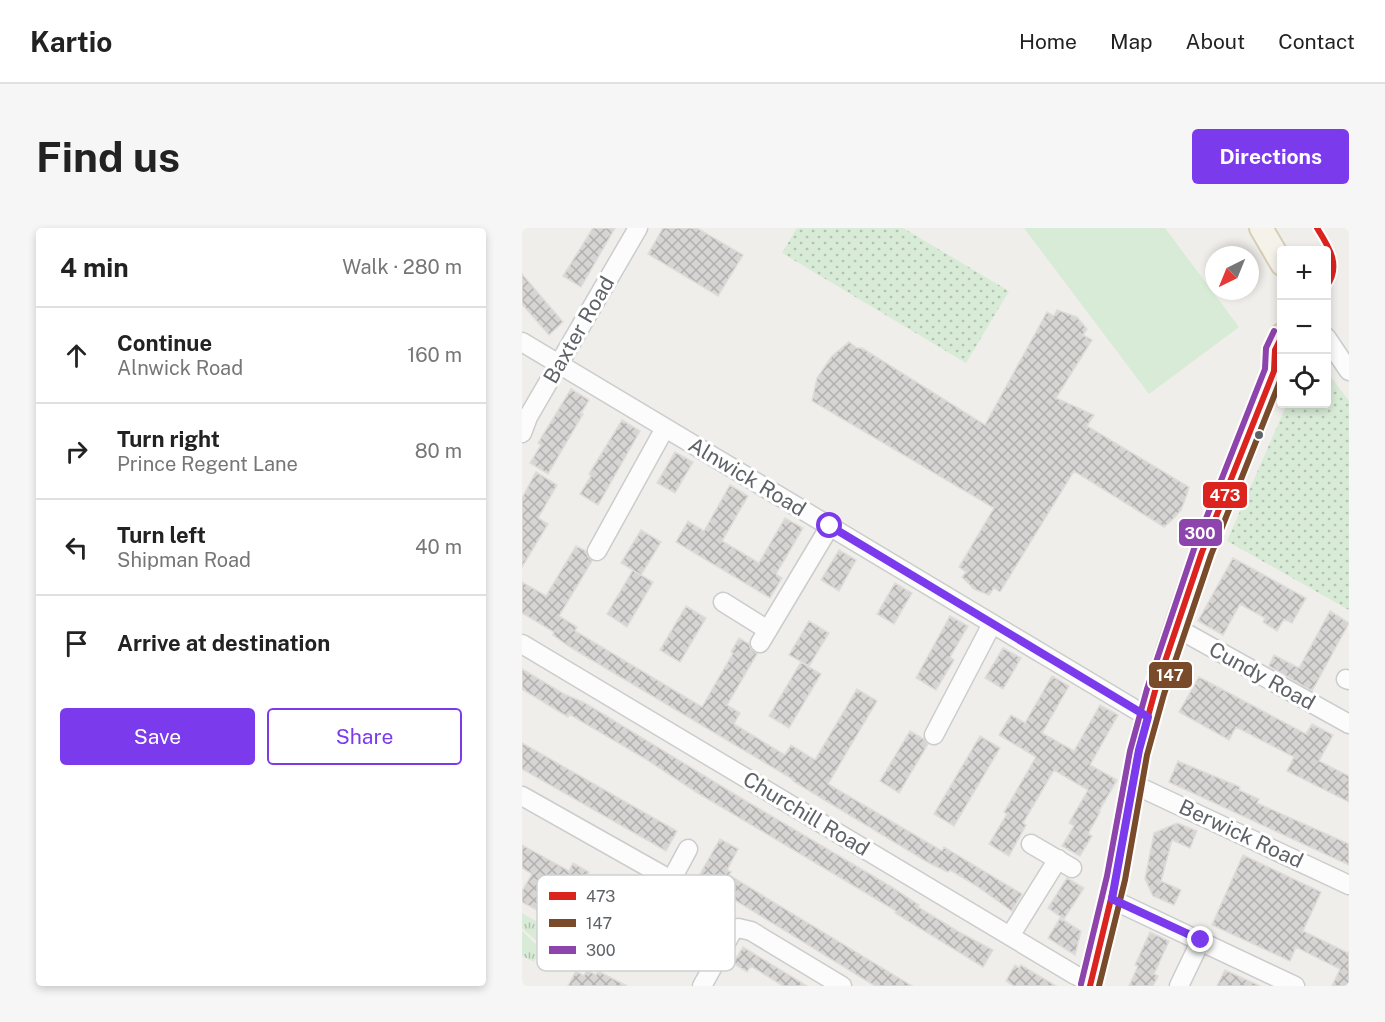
<!DOCTYPE html>
<html lang="en">
<head>
<meta charset="utf-8">
<style>
  body { margin:0; font-family:"Public Sans",sans-serif; background:#f6f6f6; color:#222 }
  .controls { position:absolute; right:18px; top:18px; display:grid; overflow:hidden; border-radius:6px; box-shadow:0 3px 9px #0003 }
  .controls button { width:54px; height:54px; display:grid; place-items:center; padding:0; border:0; border-bottom:2px solid #e0e0e0; background:#fff; color:#222; font:30px sans-serif }
  .compass { position:absolute; left:683px; top:18px; width:54px; height:54px; border-radius:50%; background:#fff; box-shadow:0 3px 9px #0003; rotate:223deg }
  .stop { position:absolute; width:18px; height:18px; margin:-14px; border:4px solid #7c3aed; border-radius:50%; background:#fff }
  .stop.end { background:#7c3aed; border-color:#fff; box-shadow:0 2px 6px #0008 }
  .list { margin:0; padding:0; list-style:none }
  h2 { display:flex; justify-content:space-between; align-items:center; height:78px; margin:0; padding:0 24px; font-size:26px }
  h2 small { font-size:20px; font-weight:400; color:#767676 }
  .list li { display:grid; grid-template-columns:39px 1fr auto; gap:18px; align-items:center; box-sizing:border-box; height:96px; padding:0 24px; border-top:2px solid #e0e0e0 }
  .list b { display:block; font-size:22px; white-space:nowrap }
  .list p { margin:0; font-size:20px; white-space:nowrap; color:#767676 }
  .list em { font-size:20px; font-style:normal; color:#767676 }
  .actions { display:flex; gap:12px; padding:18px 24px }
  .actions a { flex:1; padding:14px 0; border:2px solid #7c3aed; border-radius:6px; text-align:center; font-size:21px; color:#7c3aed }
  .actions .main { background:#7c3aed; color:#fff }
  .icon { flex:none; width:33px; height:33px; fill:none; stroke:currentColor; stroke-width:2; stroke-linecap:round; stroke-linejoin:round }
  .map { position:relative; flex:none; width:827px; height:758px; overflow:hidden; border-radius:6px }
  header { display:flex; align-items:center; gap:36px; box-sizing:border-box; height:84px; padding:0 30px; background:#fff; border-bottom:2px solid #e0e0e0 }
  header strong { font-size:28px }
  nav { display:flex; gap:33px; margin-inline-start:auto; font-size:21px }
  .intro { display:flex; align-items:center; justify-content:space-between; box-sizing:border-box; height:144px; padding:0 36px }
  h1 { margin:0; font-size:42px }
  .button { padding:15px 27px; border-radius:6px; background:#7c3aed; color:#fff; font-size:21px; font-weight:700 }
  main { display:flex; gap:36px; padding:0 36px }
  aside { flex:1; background:#fff; border-radius:6px; box-shadow:0 3px 9px #0003 }
  .map>svg:first-child { display:block }
  .grass { fill:url(#grass-tufts) }
  .park { fill:url(#park-dots) }
  .pitch { fill:#d8ebd6 }
  .building { fill:url(#building-cross-hatch); stroke:#deddd9; stroke-width:1.5 }
  .lines { fill:none; stroke-linecap:round; stroke-linejoin:round }
  .minor-casing { stroke:#cbcccc; stroke-width:21 }
  .major-casing { stroke:#d7ceb8; stroke-width:26 }
  .minor { stroke:#fdfcfc; stroke-width:18 }
  .major { stroke:#f4f2e9; stroke-width:22 }
  .bus-1-casing { stroke:#fff; stroke-width:10 }
  .bus-2-casing { stroke:#fff; stroke-width:10 }
  .bus-3-casing { stroke:#fff; stroke-width:10 }
  .bus-1 { stroke:#dc241f; stroke-width:6 }
  .bus-2 { stroke:#7a4b2a; stroke-width:6 }
  .bus-3 { stroke:#8e44ad; stroke-width:6 }
  .route { stroke:#7c3aed; stroke-width:8 }
  .bus-dot { fill:#5f6368; stroke:#fff; stroke-width:2 }
  .labels { text-anchor:middle; stroke-width:6; stroke-linejoin:round; paint-order:stroke }
  .street-label { font-size:21px; fill:#5f6368; stroke:#fff }
  .key { fill:#fff; stroke:#cfd0d2; stroke-width:1.5 }
  .key-label { font-size:16px; fill:#5f6368 }
  .line-badge { stroke:#fff; stroke-width:2 }
  .badge-label { font-size:16px; text-anchor:middle; font-weight:bold; fill:#fff }
</style>
</head>
<body>
<header>
<strong>Kartio</strong>
<nav><a>Home</a><a>Map</a><a>About</a><a>Contact</a></nav>
</header>
<div class="intro"><h1>Find us</h1><a class="button">Directions</a></div>
<main>
<aside>
<h2>4 min<small>Walk · 280 m</small></h2>
<ul class="list">
<li><svg class="icon" aria-label="ahead" viewBox="0 0 24 24"><path d="M12 20V5M6 11l6-6 6 6"/></svg><div><b>Continue</b><p>Alnwick Road</p></div><em>160 m</em></li>
<li><svg class="icon" aria-label="right" viewBox="0 0 24 24"><path d="M7 20v-9h11M14 6l5 5-5 5"/></svg><div><b>Turn right</b><p>Prince Regent Lane</p></div><em>80 m</em></li>
<li><svg class="icon" aria-label="left" viewBox="0 0 24 24"><path d="M17 20v-9H6M10 6l-5 5 5 5"/></svg><div><b>Turn left</b><p>Shipman Road</p></div><em>40 m</em></li>
<li><svg class="icon" aria-label="arrive" viewBox="0 0 24 24"><path d="M6 21V4h12l-3 4 3 4H6"/></svg><div><b>Arrive at destination</b></div></li>
</ul>
<div class="actions"><a class="main">Save</a><a>Share</a></div>
</aside>
<div class="map">
<svg width="827" height="758" viewBox="0 0 827 758">
  <defs>
    <pattern id="grass-tufts" width="24" height="20" patternUnits="userSpaceOnUse" patternTransform="scale(1.5)"><rect width="24" height="20" fill="#d8ebd6"/><path d="M3 7l-1-3M5 7V3M7 7l1-3M15 17l-1-3M17 17v-4M19 17l1-3" fill="none" stroke="#b2c2b1"/></pattern>
    <pattern id="park-dots" width="8" height="8" patternUnits="userSpaceOnUse" patternTransform="scale(1.5)"><rect width="8" height="8" fill="#d8ebd6"/><path d="M2 2h.1M6 6h.1" fill="none" stroke="#b2c2b1" stroke-width="1.8" stroke-linecap="round"/></pattern>
    <pattern id="building-cross-hatch" width="8" height="8" patternUnits="userSpaceOnUse" patternTransform="scale(1.5)"><rect width="8" height="8" fill="#d6d5d3"/><path d="M0 0l8 8M0 8l8-8" fill="none" stroke="#b1b0af"/></pattern>
  </defs>
  <rect width="100%" height="100%" fill="#efeeea"/>
  <path class="grass" d="M0 685 19 696 26 706 20 718 0 700Z
    M0 703 19 721 12 734 0 728Z"/>
  <path class="park" d="M275 0H381L487 63 444 135 260 25Z
    M805 144 827 173V382L705 313 765 176H804Z"/>
  <path class="pitch" d="M502 0H643L717 99 627 166Z"/>
  <path class="building" d="M71 0H93L59 59 41 48Z
    M141 0H175L221 27 196 68 126 26Z
    M0 46 41 94 27 107 0 76Z
    M535 82 555 89 565 101 561 107 570 112 534 170 572 187 565 198 667 259 665 266 659 282 651 291 642 299 552 243 478 364 472 360 467 367 452 361 440 349 444 344 437 339 472 280 290 173 295 150 310 128 327 114 335 120H340L463 197 525 84 532 88Z
    M49 161 67 172 59 185 61 186 26 246 8 235 19 217 16 215Z
    M100 192 118 203 76 277 58 266 69 248 67 246Z
    M153 224 171 234 153 265 135 255Z
    M14 244 35 257 16 290 26 296 0 339V270Z
    M208 257 226 268 200 313 237 335 263 290 281 300 254 346 260 350 248 370 154 314 166 293 182 303Z
    M119 302 139 314 119 347 112 343 131 354 105 399 85 386 111 342 99 335Z
    M54 318 64 323 66 329 70 333 37 388 55 399 53 403 180 479 211 425 209 424 217 410 227 416 229 421 235 426 205 477 218 485 212 496 263 527 269 517 293 532 335 461 355 473 306 556 420 623 422 619 500 666 490 683 453 657 428 642 426 644 407 635 271 553 272 552 48 419 31 407 32 404 0 385V354L24 368Z
    M317 322 334 332 317 363 299 352Z
    M711 330 784 370 770 395 762 391 755 403 741 394 743 390 718 376 701 407 676 393Z
    M373 355 390 365 372 396 355 386Z
    M164 378 184 390 158 434 138 422Z
    M808 383 827 395 790 463 747 438 752 427 777 440Z
    M428 388 446 398 428 429 432 432 414 462 394 450Z
    M287 393 307 405 287 438 267 427Z
    M481 420 499 430 481 461 463 450Z
    M279 434 299 446 267 500 247 488Z
    M0 441 42 466 63 475 219 570 368 658 397 677 396 679 437 704 471 722 461 739 373 685 374 683 359 674 174 564 122 530 47 486 46 489 0 461Z
    M530 448 547 458 520 505 552 523 578 477 596 487 568 537 595 552 577 583 578 584 566 606 570 608 558 628 540 618 552 598 547 595 566 562 532 542 501 595 504 597 487 628 467 616 485 586 482 584 514 529 477 507 489 487 503 495Z
    M677 449 784 506 790 496 811 507 797 533 827 548V574L765 543 772 529 714 499 707 512 657 484Z
    M388 503 402 511 406 516 377 565 358 553Z
    M458 508 478 520 432 598 412 586Z
    M0 515 155 603 144 623 0 541Z
    M656 533 718 559 717 562 737 571 735 575 827 616V637L647 554Z
    M655 595 675 603 668 620 650 612 639 653 659 662 652 677 631 668 623 651 632 605Z
    M198 611 216 621 205 642 209 644 207 647 390 758H353L198 663 169 715 175 718 161 742 141 730 142 728 105 707 104 709 62 683 51 702 0 674V663L10 646 0 640V617L47 643 51 635 67 644 62 653 146 702Z
    M721 627 799 664 781 703 826 725 827 723V758H810L818 741 774 719 768 733 690 697Z
    M545 650 562 660 542 691 526 680Z
    M538 690 559 703 553 727 526 710Z
    M628 704 647 713 632 746 636 748 631 758H607L616 738 613 737Z
    M221 719 285 758H261L229 738 225 744 211 735Z
    M493 737 497 740 499 737 534 758H492L484 753Z
    M65 742 74 747 76 743 105 758H46L54 743 62 748Z
    M703 742 738 758H695Z"/>
  <g class="lines">
    <g class="minor-casing">
      <path id="minor" d="M804 109 827 143
        M0 114 626 489
        M0 205 6 189 116 0
        M75 323 143 200
        M201 374 246 402
        M653 399 827 496
        M238 415 308 298
        M0 416 553 747 569 754
        M824 451 827 452
        M412 507 470 396
        M611 556 827 657
        M0 568 149 652
        M509 616 550 640
        M589 671 773 758
        M138 673 166 621
        M488 708 536 631
        M180 758 210 704 216 700 229 703 320 758
        M657 758 679 712"/>
    </g>
    <g class="major-casing">
      <path id="major" d="M739 0 760 36
        M568 758C579 717 589 676 597 634 605 593 610 551 620 510 654 384 703 263 752 143L753 122 760 107"/>
    </g>
    <use href="#minor" class="minor"/>
    <use href="#major" class="major"/>
    <g class="bus-1-casing">
      <path id="bus-1" d="M795 0C807 19 820 38 804 59
        M568 758 594 650 616 525 633 463 680 324 752 143 753 122 760 108"/>
    </g>
    <g class="bus-2-casing">
      <path id="bus-2" d="M577 758 603 652 625 527 642 466 689 327 760 148"/>
    </g>
    <g class="bus-3-casing">
      <path id="bus-3" d="M559 756 585 648 608 523 625 461 672 321 743 141 744 120 752 103"/>
    </g>
    <use href="#bus-1" class="bus-1"/>
    <use href="#bus-2" class="bus-2"/>
    <use href="#bus-3" class="bus-3"/>
  </g>
  <g class="lines">
    <path class="route" d="M308 298 626 489 617 522 590 671 679 712"/>
  </g>
  <circle class="bus-dot" cx="737" cy="207" r="5"/>
  <g class="labels">
    <g class="street-label">
      <text transform="translate(57 102) rotate(-60)" y="7">Baxter Road</text>
      <text transform="translate(225 249) rotate(31)" y="7">Alnwick Road</text>
      <text transform="translate(740 448) rotate(29)" y="7">Cundy Road</text>
      <text transform="translate(284 586) rotate(31)" y="7">Churchill Road</text>
      <text transform="translate(719 606) rotate(25)" y="7">Berwick Road</text>
    </g>
  </g>
  <rect x="15" y="647" width="198" height="96" rx="9" class="key"/>
  <rect x="27" y="664" width="27" height="8" fill="#dc241f"/>
  <rect x="27" y="691" width="27" height="8" fill="#7a4b2a"/>
  <rect x="27" y="718" width="27" height="8" fill="#8e44ad"/>
  <g class="key-label">
    <text x="64" y="674">473</text>
    <text x="64" y="701">147</text>
    <text x="64" y="728">300</text>
  </g>
  <g class="line-badge">
    <rect x="680" y="253" width="46" height="28" rx="6" fill="#dc241f"/>
    <rect x="656" y="290" width="45" height="29" rx="6" fill="#8e44ad"/>
    <rect x="626" y="433" width="45" height="28" rx="6" fill="#7a4b2a"/>
  </g>
  <g class="badge-label">
    <text x="703" y="273">473</text>
    <text x="678" y="311">300</text>
    <text x="648" y="453">147</text>
  </g>
</svg>
<div class="controls">
<button>+</button>
<button>−</button>
<button><svg class="icon" aria-label="locate" viewBox="0 0 24 24"><circle cx="12" cy="12" r="6"/><path d="M12 2v4M12 18v4M2 12h4M18 12h4"/></svg></button>
</div>
<svg class="compass" viewBox="-18 -18 36 36"><path d="M0-13l5 13h-10z" fill="#e53935"/><path d="M0 13l5-13h-10z" fill="#767676"/></svg>
<div class="stop" style="left:308px;top:298px"></div>
<div class="stop end" style="left:679px;top:712px"></div>
</div>
</main>
</body>
</html>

» Problem description:
Pictures excluded, repeat the records exactly from their opening line through the line containing "position:absolute; left:683px; top:18px;".

» Response below:
<!DOCTYPE html>
<html lang="en">
<head>
<meta charset="utf-8">
<style>
  body { margin:0; font-family:"Public Sans",sans-serif; background:#f6f6f6; color:#222 }
  .controls { position:absolute; right:18px; top:18px; display:grid; overflow:hidden; border-radius:6px; box-shadow:0 3px 9px #0003 }
  .controls button { width:54px; height:54px; display:grid; place-items:center; padding:0; border:0; border-bottom:2px solid #e0e0e0; background:#fff; color:#222; font:30px sans-serif }
  .compass { position:absolute; left:683px; top:18px; width:54px; height:54px; border-radius:50%; background:#fff; box-shadow:0 3px 9px #0003; rotate:223deg }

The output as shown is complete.